This block builds the actual modeling tables: I merge all monthly tables on `(month, sector)`, add POI and city stats, engineer the simple time features, and make sure the target is zero-filled when it's missing.


All the merging utilities live here: collecting every `(month, sector)` combination, stitching features from each table, converting everything to numbers, and separating train/test with matching columns.


In [6]:
def gather_all_month_sector_pairs(tables: Dict[str, pd.DataFrame]) -> pd.DataFrame:
    frames = []
    for key in MONTHLY_TABLE_KEYS:
        frames.append(tables[key][["month", "sector"]])
    combined = pd.concat(frames, ignore_index=True).drop_duplicates()
    combined = combined.dropna(subset=["month", "sector"]).reset_index(drop=True)
    return combined.sort_values(["month", "sector"]).reset_index(drop=True)


def build_feature_frame(base_df: pd.DataFrame, tables: Dict[str, pd.DataFrame], include_target: bool = True) -> pd.DataFrame:
    df = base_df.copy()
    df = df.dropna(subset=["month", "sector"])
    df["year"] = df["month"].dt.year.astype("Int64")
    df["month_num"] = df["month"].dt.month.astype("Int64")

    for table_name, columns in FEATURE_BLOCKS:
        available_cols = [col for col in columns if col in tables[table_name].columns]
        if not available_cols:
            continue
        merge_cols = ["month", "sector"] + available_cols
        df = df.merge(tables[table_name][merge_cols], on=["month", "sector"], how="left")

    poi_cols = [col for col in POI_FEATURES if col in tables["sector_poi"].columns]
    if poi_cols:
        df = df.merge(tables["sector_poi"][ ["sector"] + poi_cols ], on="sector", how="left")

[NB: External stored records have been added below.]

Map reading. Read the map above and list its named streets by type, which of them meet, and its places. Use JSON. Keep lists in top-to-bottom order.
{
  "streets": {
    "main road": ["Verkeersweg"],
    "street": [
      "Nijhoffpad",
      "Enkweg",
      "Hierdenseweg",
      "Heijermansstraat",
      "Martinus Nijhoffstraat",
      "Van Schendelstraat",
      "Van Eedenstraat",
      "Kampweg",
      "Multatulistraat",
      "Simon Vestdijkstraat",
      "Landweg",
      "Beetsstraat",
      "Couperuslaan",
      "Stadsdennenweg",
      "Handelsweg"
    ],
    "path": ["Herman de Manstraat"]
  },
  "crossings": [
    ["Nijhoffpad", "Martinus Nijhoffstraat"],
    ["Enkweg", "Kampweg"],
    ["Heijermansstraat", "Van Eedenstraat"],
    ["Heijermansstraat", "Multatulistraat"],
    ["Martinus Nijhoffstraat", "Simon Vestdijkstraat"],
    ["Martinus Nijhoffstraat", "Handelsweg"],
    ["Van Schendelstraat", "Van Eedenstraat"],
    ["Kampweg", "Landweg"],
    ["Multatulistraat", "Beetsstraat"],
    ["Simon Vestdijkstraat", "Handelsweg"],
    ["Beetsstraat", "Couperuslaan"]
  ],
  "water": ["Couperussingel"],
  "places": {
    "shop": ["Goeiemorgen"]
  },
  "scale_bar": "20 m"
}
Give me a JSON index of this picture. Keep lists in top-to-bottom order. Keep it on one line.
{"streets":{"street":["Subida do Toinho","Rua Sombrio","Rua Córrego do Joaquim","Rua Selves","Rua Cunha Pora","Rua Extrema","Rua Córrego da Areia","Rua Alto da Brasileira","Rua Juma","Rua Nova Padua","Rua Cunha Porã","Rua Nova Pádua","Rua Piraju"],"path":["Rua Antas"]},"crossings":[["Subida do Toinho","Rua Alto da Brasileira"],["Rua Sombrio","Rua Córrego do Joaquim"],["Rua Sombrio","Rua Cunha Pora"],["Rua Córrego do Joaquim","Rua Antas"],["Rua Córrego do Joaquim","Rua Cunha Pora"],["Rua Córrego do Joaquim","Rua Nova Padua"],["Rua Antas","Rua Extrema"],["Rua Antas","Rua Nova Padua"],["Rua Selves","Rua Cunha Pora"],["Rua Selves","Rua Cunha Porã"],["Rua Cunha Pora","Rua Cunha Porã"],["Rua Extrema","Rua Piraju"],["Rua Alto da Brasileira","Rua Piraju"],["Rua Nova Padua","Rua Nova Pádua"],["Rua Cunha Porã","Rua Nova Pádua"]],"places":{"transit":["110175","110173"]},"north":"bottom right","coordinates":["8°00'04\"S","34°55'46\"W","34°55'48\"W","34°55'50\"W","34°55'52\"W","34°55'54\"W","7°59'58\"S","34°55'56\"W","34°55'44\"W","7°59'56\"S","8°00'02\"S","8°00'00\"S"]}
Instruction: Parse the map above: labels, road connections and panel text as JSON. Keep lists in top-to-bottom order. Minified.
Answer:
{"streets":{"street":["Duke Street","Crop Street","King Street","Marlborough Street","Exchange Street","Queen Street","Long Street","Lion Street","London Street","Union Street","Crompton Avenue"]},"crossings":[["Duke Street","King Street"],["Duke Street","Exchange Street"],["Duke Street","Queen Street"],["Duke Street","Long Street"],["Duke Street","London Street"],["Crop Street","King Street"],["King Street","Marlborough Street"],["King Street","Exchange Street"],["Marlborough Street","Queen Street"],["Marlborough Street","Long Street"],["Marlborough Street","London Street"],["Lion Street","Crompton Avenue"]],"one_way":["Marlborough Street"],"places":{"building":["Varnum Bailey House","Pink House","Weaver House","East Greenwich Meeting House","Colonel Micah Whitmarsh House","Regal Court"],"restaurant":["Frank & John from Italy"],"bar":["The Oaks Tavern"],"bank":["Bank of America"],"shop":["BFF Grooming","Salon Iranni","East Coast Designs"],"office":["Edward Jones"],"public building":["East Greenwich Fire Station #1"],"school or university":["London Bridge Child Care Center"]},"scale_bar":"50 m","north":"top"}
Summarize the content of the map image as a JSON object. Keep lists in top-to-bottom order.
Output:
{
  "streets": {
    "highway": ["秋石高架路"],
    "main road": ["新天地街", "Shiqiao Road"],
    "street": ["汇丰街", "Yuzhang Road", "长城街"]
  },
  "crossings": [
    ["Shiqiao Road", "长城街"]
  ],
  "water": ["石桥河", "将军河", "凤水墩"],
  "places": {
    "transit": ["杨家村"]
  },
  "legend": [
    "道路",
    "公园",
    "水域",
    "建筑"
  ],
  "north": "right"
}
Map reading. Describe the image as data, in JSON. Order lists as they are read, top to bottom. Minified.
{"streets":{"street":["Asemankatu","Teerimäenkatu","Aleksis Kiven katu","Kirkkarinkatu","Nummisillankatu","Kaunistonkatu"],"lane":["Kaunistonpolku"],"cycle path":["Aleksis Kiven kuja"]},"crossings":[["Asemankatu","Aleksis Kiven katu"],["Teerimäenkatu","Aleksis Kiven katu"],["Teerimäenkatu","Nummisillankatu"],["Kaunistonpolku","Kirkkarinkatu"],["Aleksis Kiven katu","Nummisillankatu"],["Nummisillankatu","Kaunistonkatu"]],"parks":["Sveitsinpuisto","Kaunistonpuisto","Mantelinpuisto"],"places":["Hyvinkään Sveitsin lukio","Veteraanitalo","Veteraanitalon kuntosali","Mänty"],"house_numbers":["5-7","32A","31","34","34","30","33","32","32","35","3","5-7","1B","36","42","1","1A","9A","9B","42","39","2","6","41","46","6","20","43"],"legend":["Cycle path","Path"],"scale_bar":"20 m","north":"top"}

    city_cols = [col for col in CITY_FEATURES if col in tables["city_indexes"].columns]
    if city_cols:
        city_frame = tables["city_indexes"][ ["year"] + city_cols ].drop_duplicates(subset=["year"], keep="last")
        df = df.merge(city_frame, on="year", how="left")

    if include_target:
        target_frame = tables["new_house"][ ["month", "sector", TARGET_COL] ]
        df = df.merge(target_frame, on=["month", "sector"], how="left")
        df[TARGET_COL] = df[TARGET_COL].fillna(0.0)

    return df


def numeric_feature_cleanup(df: pd.DataFrame, feature_cols: List[str]) -> pd.DataFrame:
    for col in feature_cols:
        df[col] = pd.to_numeric(df[col], errors="coerce")
    df[feature_cols] = df[feature_cols].fillna(0.0)
    return df


def prepare_train_data(tables: Dict[str, pd.DataFrame]) -> Tuple[pd.DataFrame, List[str]]:
    base_pairs = gather_all_month_sector_pairs(tables)
    train_df = build_feature_frame(base_pairs, tables, include_target=True)
    feature_cols = [col for col in train_df.columns if col not in {"month", "sector", TARGET_COL}]
    train_df = numeric_feature_cleanup(train_df, feature_cols)
    train_df = train_df.sort_values(["month", "sector"]).reset_index(drop=True)
    return train_df, feature_cols


def prepare_test_data(tables: Dict[str, pd.DataFrame], feature_cols: List[str]) -> pd.DataFrame:
    test_df = tables["test"].copy()
    month_sector = split_id_into_components(test_df["id"])
    test_df = pd.concat([test_df, month_sector], axis=1)
    enriched = build_feature_frame(test_df[["id", "month", "sector"]], tables, include_target=False)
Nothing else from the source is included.